HAKKI YALÇIN – PENCERE!
Fenerbahçe, Ankara’da saklı liderliğin buyruğuna girerken kendini tabir etmekte zorlandı. Temel unsuru galibiyet olan gruplar için sonuç değerliyse, Ankara’da umursanmayan futbolu da tartışmalıyız.
Kaleci manşetli atılan kolay golleri gecenin talihi, Fenerbahçe savunmasında verilen gedikleri gecenin anonsu sayalım. Fenerbahçe’nin attığı birinci golün VAR’ı gerektirdiğini de inkar etmeyelim.
Orta alanda gücün azalması sonuç üzerinde olumsuz tesir yapmıyorsa, Valencia dönemin en silik maçını oynamış olsa da kararlılık ve geceyi kararı altına almak Fenerbahçe için yeterliyse, buna fakat “kısmi futbol” diyebilirim.
Bunlar erken form tutmanın yan etkileriyse, bizim gördüklerimizin çok daha fazlasını Jesus’un gördüğüne eminim. O yüzden Ankaragücü müsabakası 3 farklı kazanılmış olsa da bir iç hesaplamayı gerektirir.
Görünen o ki bu ligde her şey Fenerbahçe’nin istediği üzere gidecektir. Liderliğe açılan pencerede sisler imgeyi bazen engelleyecek, talih de bazen yaver gitmeyecektir.

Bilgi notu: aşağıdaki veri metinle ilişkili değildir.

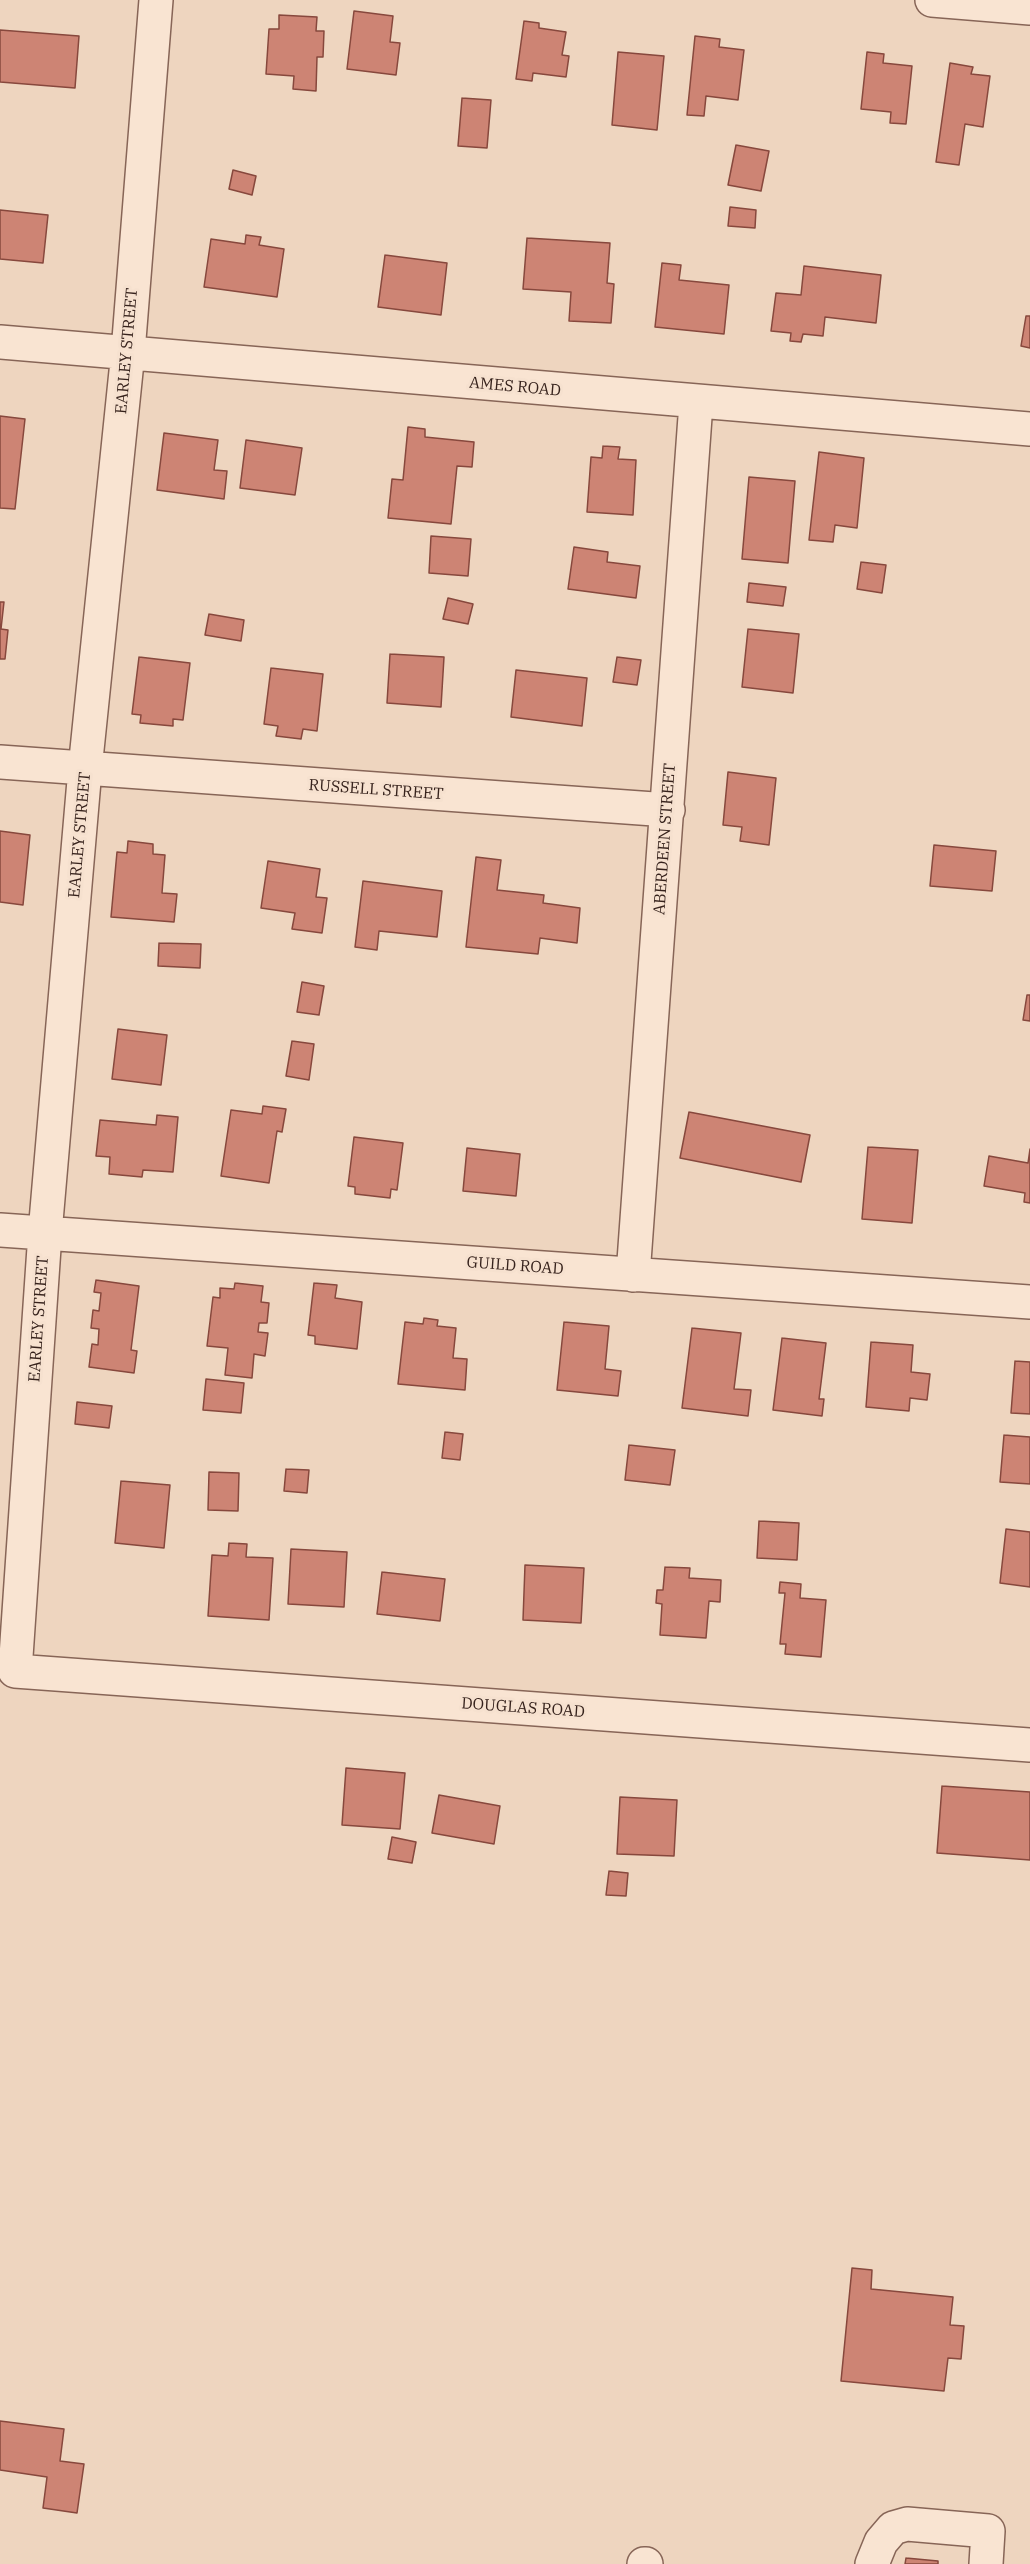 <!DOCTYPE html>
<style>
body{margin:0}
canvas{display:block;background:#eed5bf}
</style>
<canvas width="1030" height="2564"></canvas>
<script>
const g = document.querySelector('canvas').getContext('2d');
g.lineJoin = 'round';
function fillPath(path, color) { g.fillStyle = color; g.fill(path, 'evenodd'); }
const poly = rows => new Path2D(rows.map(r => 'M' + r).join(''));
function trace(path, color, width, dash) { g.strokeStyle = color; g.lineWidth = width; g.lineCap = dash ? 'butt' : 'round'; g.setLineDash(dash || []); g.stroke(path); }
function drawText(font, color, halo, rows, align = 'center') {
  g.font = font + ' "IBM Plex Serif",serif'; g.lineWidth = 6; g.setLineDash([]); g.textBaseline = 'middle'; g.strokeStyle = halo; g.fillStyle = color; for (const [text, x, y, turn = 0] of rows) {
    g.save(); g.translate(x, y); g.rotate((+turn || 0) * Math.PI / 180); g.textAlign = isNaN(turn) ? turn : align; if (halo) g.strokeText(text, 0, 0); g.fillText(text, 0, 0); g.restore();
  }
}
const building = poly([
 [354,11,393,16,390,42,400,43,396,75,347,69,354,11],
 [279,15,317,17,316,31,324,31,323,57,317,57,316,91,293,89,294,76,266,74,269,29,279,29,279,15],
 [524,21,539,23,539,28,566,32,562,55,569,56,566,77,533,73,532,81,516,79,524,21],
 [0,30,79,36,75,88,0,82,0,30],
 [695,36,720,39,719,47,744,50,738,100,706,96,704,116,687,115,695,36],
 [618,52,664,56,657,130,612,125,618,52],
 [867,52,884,54,883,63,912,66,906,124,890,123,891,112,861,109,867,52],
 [950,63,973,67,971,74,990,76,983,127,965,124,959,165,936,162,950,63],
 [462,98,491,100,487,148,458,146,462,98],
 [736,145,769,151,761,191,728,185,736,145],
 [233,170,256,176,252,195,229,189,233,170],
 [730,207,756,210,755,228,728,226,730,207],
 [0,210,48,215,43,263,0,259,0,210],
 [246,235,261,237,259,245,284,249,277,297,204,287,211,239,245,244,246,235],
 [527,238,610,243,607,283,614,284,611,323,569,321,571,292,523,289,527,238],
 [385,255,447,263,441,315,378,307,385,255],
 [662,263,681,265,679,280,729,285,724,334,655,327,662,263],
 [804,266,881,275,876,323,825,317,823,336,803,334,801,342,790,341,791,333,771,331,776,293,801,295,804,266],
 [1026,316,1030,316,1030,348,1021,346,1026,316],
 [0,416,25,419,15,509,0,508,0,416],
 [408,427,425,429,425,437,474,442,472,467,457,466,451,524,388,518,392,479,403,480,408,427],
 [164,433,218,440,214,470,227,471,224,499,157,490,164,433],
 [246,440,302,448,295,495,240,488,246,440],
 [603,446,620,447,618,459,636,460,633,515,587,512,591,457,602,458,603,446],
 [819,452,864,458,857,528,835,525,833,542,809,540,819,452],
 [749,477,795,481,788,563,742,559,749,477],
 [431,536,471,539,468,576,429,573,431,536],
 [574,547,608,552,607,562,640,566,636,598,568,589,574,547],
 [861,562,886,565,882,593,857,589,861,562],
 [749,583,786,587,783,606,747,602,749,583],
 [448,598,473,604,468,624,443,619,448,598],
 [0,602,4,602,1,629,8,630,5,659,0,659,0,602],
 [209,614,244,620,241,641,205,635,209,614],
 [748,629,799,634,793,693,742,687,748,629],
 [390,654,444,657,441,707,387,703,390,654],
 [139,657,190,663,183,720,173,719,173,726,140,723,141,715,132,714,139,657],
 [617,657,641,660,637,685,613,682,617,657],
 [271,668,323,674,317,731,303,729,301,739,276,736,278,726,264,724,271,668],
 [516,670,587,678,582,726,511,717,516,670],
 [728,772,776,778,769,845,740,841,742,827,723,825,728,772],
 [0,831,30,835,23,905,0,902,0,831],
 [128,841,153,844,153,854,165,855,162,893,177,894,174,922,111,917,117,852,127,853,128,841],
 [934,845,996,851,992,891,930,886,934,845],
 [476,857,501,860,497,890,544,895,543,903,580,908,577,943,540,938,538,954,466,947,476,857],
 [268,861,320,869,316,897,327,898,322,933,292,929,295,913,261,908,268,861],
 [363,881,442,891,437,937,379,931,377,950,355,947,363,881],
 [159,943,201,944,200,968,158,966,159,943],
 [302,982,324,986,319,1015,297,1012,302,982],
 [1027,995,1030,995,1030,1021,1023,1020,1027,995],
 [118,1029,167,1035,161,1085,112,1079,118,1029],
 [292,1041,314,1044,309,1080,286,1076,292,1041],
 [263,1106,286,1109,282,1132,277,1131,269,1183,221,1176,231,1110,262,1114,263,1106],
 [689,1112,810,1135,801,1182,680,1158,689,1112],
 [157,1115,178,1117,173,1172,143,1170,142,1177,109,1174,110,1157,96,1156,100,1120,156,1125,157,1115],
 [354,1137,403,1143,397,1190,391,1189,390,1198,355,1194,355,1187,348,1186,354,1137],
 [868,1147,918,1150,912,1223,862,1219,868,1147],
 [467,1148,520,1154,516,1196,463,1191,467,1148],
 [1030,1149,1030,1203,1024,1202,1025,1193,984,1186,989,1156,1028,1163,1030,1149],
 [96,1280,139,1286,131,1350,137,1351,134,1373,89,1367,92,1344,98,1345,99,1329,91,1328,93,1310,99,1311,101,1293,94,1292,96,1280],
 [235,1283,263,1286,261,1302,269,1303,267,1323,259,1323,258,1332,268,1333,265,1356,254,1354,252,1378,225,1375,228,1348,207,1346,213,1297,220,1298,220,1288,234,1289,235,1283],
 [314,1283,337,1285,335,1298,362,1302,357,1349,315,1344,315,1336,308,1335,314,1283],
 [424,1318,438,1320,437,1326,456,1328,453,1358,467,1359,465,1390,398,1384,405,1322,423,1324,424,1318],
 [564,1322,609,1326,605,1369,621,1371,618,1396,557,1390,564,1322],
 [692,1328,741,1333,734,1389,751,1390,748,1416,682,1408,692,1328],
 [782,1338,826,1343,819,1399,824,1399,822,1416,773,1410,782,1338],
 [871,1342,913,1345,911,1372,930,1374,927,1400,910,1398,909,1411,866,1407,871,1342],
 [1015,1361,1030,1362,1030,1414,1011,1413,1015,1361],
 [206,1379,244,1383,241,1413,203,1410,206,1379],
 [77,1402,112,1406,109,1428,75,1424,77,1402],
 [445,1432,463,1434,460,1460,442,1458,445,1432],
 [1004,1435,1030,1437,1030,1484,1000,1482,1004,1435],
 [629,1445,675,1450,670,1485,625,1480,629,1445],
 [286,1469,309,1470,307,1493,284,1491,286,1469],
 [209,1472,239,1473,238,1511,208,1510,209,1472],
 [121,1481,170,1485,164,1548,115,1543,121,1481],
 [759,1521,799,1523,797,1560,757,1558,759,1521],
 [1006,1529,1030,1532,1030,1587,1000,1583,1006,1529],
 [229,1543,247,1544,246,1557,273,1558,269,1620,208,1616,212,1555,228,1556,229,1543],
 [291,1549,347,1552,344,1607,288,1604,291,1549],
 [525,1565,584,1568,581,1623,523,1620,525,1565],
 [665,1567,690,1568,689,1578,721,1580,720,1602,709,1601,706,1638,660,1635,662,1604,656,1603,657,1590,663,1590,665,1567],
 [382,1572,445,1579,440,1621,377,1614,382,1572],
 [780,1582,801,1584,800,1598,826,1600,821,1657,785,1654,786,1644,780,1644,785,1593,779,1593,780,1582],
 [346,1768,405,1773,400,1829,342,1825,346,1768],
 [942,1786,1030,1792,1030,1860,937,1853,942,1786],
 [439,1795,500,1806,494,1844,432,1833,439,1795],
 [620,1797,677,1800,674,1856,617,1854,620,1797],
 [392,1837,416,1842,412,1863,388,1859,392,1837],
 [609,1871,628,1873,626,1896,606,1895,609,1871],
 [852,2268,872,2270,871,2289,953,2297,950,2325,964,2326,961,2359,948,2358,944,2391,841,2381,852,2268],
 [0,2421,64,2429,60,2461,84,2464,77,2513,43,2508,47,2477,0,2470,0,2421],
 [906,2558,938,2561,938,2564,905,2564,906,2558]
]);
fillPath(building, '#cd8474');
trace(building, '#87483d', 1.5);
const minor = poly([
 [156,0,128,352,85,769,45,1233,15,1671,1030,1745],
 [932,0,1030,8],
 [0,342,1030,429],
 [0,762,668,810],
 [0,1230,1030,1302],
 [633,1275,696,403],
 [644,2564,646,2564],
 [872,2564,881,2542,893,2528,907,2524,988,2531,986,2564]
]);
trace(minor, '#876557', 36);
trace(minor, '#f9e4d2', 33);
drawText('16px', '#36221c', '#f6e1cf', [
 ["EARLEY STREET",127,351,-85],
 ["AMES ROAD",515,387,5],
 ["RUSSELL STREET",376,790,4],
 ["EARLEY STREET",80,835,-85],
 ["ABERDEEN STREET",665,839,-86],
 ["GUILD ROAD",515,1266,4],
 ["EARLEY STREET",39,1319,-86],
 ["DOUGLAS ROAD",523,1708,4]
]);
</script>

Pazar gecesi İstanbul’da panikte değil atakta olan bir Beşiktaş vardı. İki kanattaki bindirmelerin estetik olmasıyla Weghorst’un rakip kale önündeki yalnızlığı ortasındaki çelişkinin mimarı Valerien Ismael’di.
Elindeki güçleri son dakikalara saklamaktan sanık birinin “Lig ekimde değil mayısta bitiyor” demesiyle, İstanbul’da oynadığı son 4 maçta 9 puan kaybetmesi ortasındaki çelişki de fazla romantik.
Trabzonspor’a gelince yedikleri onca baskıya karşın kazanmaları bile mümkündü lakin bu ortamdan yenilmeden çıkmak da muvaffakiyet.
Beşiktaş taraftarının Abdullah Avcı’ya ve annesine ettikleri sövgüler ayıp ötesi. O anne 78 gündür ağır bakımda. Bizim kitabımızda anneler ellerinden öpülmek içindir sövülmek için değil lakin nerde o zarafet! Ayrıyeten Abdullah Avcı hakkı olmayanı değil mukavelesinde yazanları aldı.
Kayserispor karısındaki Galatasaray’da ekip ikiye bölünmüştü, bir yanı “etiketli ihtiyar heyeti” öte yanı futbol okuluna yeni yazılmış acemiler fakat hepsi teneffüste.
Takımda forma giymeyi angarya olarak görenler çoktu da Adana Demirspor maçındaki Aslan’dan kalan yeleler bile yoktu.
Ama Galatasaray’ın sayılmayan golünde Barış’ın koluna çarpan topla gelen golü iptal eden hakemin Icardi’nin maçın 30’uncu saniyesinde yaptığı vuruşta rakibin koluna çarpan topa penaltı vermesi gerekirdi.
İkisi de birebir aksiyonsa hiç olmazsa birinde Galatasaray haklıydı. İkisinde de tercih hakkını Kayserispor’dan yana kullanan hakem Arda Kardeşler’de adalet yoktu.
Böyle hakemlere adaletli olmaktansa, Okan Buruk’u imha etmek için çalışan trollere hizmet etmek daha manalı geliyor tahminen de. Nasılsa tetikte bekleyen kurşunlar, sırtına saplanacak amaç arıyor! Futbolun ve adaletin manasını hissedebilmek için evvel vicdan gerekiyor. Ne medyada var o vicdan ne futbolcularda ne de hakemlerde. Vicdansızlıktan hayır gelmez şer gelir. Adaleti ve asaleti sahiplenmeyen adamlar da ayaklar altına düşer gelir.
Futbolcuların, hakemlerin ve medyanın içinde gerçek adamlar yok mudur? Vardır şüphesiz. Parmakla gösterilen adamlar sayesinde saygındır, şayet saygınsa her meslek.